● **TASK PROMPT**: For the entries below, state how many lines contain the string "button". Add nothing else.

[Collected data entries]
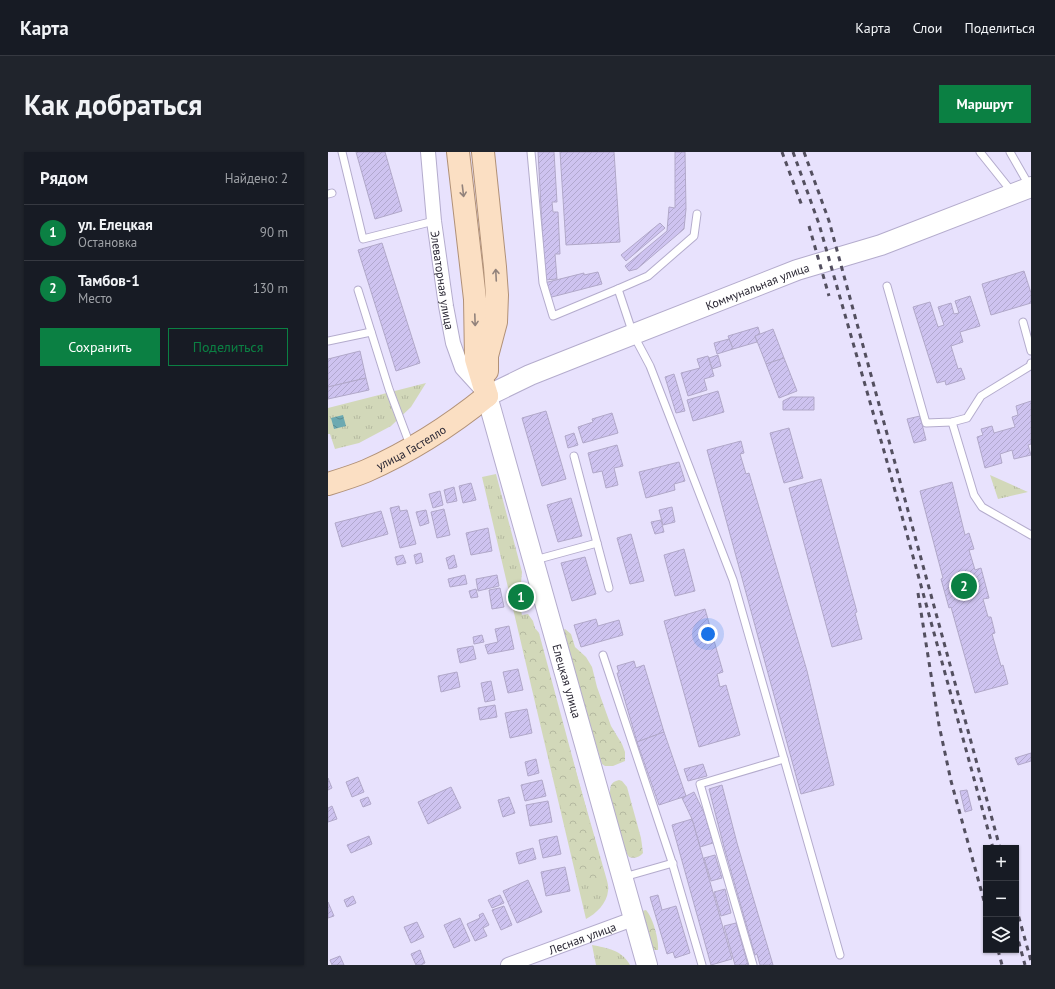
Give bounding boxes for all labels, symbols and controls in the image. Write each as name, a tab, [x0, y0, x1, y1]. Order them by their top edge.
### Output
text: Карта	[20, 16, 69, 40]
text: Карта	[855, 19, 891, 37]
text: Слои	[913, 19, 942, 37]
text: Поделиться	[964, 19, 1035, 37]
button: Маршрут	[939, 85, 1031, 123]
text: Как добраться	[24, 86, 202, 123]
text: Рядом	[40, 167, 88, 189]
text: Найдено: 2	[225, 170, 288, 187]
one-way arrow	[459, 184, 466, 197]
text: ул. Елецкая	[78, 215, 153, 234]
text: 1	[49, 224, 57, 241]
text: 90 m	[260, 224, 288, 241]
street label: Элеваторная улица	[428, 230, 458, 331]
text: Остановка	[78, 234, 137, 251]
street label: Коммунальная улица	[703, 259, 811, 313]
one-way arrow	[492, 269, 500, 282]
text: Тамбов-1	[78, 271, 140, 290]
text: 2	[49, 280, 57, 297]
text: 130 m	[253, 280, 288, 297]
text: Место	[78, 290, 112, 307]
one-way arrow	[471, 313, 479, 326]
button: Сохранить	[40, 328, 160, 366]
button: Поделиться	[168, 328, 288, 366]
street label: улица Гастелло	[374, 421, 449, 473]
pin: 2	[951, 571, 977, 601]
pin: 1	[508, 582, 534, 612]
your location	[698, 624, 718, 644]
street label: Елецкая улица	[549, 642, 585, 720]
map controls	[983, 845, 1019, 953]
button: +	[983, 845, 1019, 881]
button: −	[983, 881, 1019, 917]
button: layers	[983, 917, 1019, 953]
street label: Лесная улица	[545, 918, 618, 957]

--

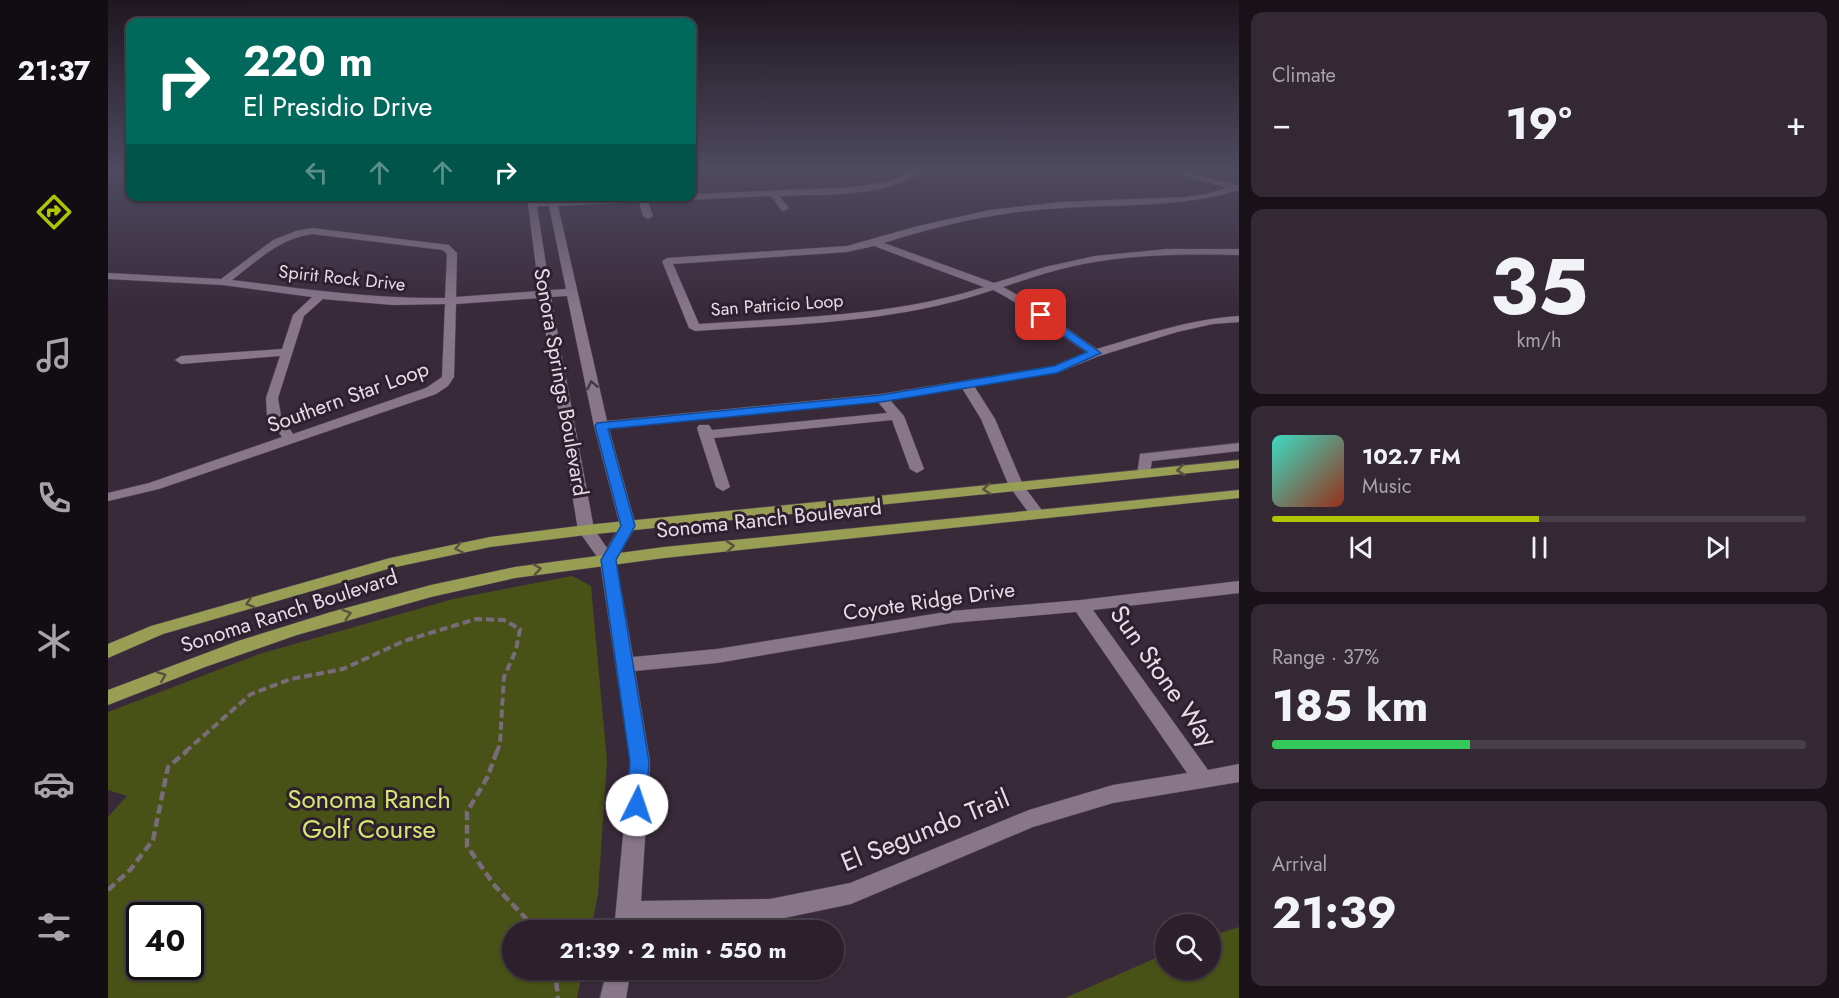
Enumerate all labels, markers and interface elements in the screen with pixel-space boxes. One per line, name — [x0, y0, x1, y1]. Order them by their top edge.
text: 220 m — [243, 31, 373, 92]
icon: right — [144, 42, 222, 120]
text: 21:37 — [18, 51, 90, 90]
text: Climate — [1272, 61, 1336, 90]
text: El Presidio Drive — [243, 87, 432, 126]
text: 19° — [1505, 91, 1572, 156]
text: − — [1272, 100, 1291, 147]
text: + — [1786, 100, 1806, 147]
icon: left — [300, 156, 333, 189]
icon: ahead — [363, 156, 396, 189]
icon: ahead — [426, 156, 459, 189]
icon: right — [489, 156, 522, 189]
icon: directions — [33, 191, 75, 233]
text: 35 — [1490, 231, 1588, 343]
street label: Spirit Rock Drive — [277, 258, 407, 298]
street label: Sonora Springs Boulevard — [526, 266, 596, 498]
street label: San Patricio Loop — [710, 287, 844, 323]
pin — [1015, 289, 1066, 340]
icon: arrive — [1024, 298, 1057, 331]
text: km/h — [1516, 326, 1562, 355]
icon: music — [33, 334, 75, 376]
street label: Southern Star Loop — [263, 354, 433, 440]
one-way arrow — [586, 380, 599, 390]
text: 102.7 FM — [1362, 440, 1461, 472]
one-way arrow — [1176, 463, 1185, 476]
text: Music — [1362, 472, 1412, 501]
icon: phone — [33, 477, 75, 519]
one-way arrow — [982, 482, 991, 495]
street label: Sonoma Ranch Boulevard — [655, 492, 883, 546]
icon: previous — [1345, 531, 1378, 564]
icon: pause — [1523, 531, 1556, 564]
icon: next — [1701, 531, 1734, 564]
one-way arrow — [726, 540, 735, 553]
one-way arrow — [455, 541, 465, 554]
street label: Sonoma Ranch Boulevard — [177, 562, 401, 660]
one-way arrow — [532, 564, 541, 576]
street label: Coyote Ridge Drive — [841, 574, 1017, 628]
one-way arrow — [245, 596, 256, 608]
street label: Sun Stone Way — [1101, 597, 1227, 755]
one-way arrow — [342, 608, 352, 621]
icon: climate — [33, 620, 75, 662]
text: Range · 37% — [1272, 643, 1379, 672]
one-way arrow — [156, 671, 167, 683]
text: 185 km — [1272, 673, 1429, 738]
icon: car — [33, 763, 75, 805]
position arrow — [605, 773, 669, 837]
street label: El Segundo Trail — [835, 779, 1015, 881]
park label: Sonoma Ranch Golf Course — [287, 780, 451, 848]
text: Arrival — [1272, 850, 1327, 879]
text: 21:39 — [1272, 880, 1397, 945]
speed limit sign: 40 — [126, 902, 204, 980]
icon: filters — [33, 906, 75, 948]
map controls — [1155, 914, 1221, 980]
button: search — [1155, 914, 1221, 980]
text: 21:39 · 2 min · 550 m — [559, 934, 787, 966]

● **ANSWER TO THE PROBLEM**: 7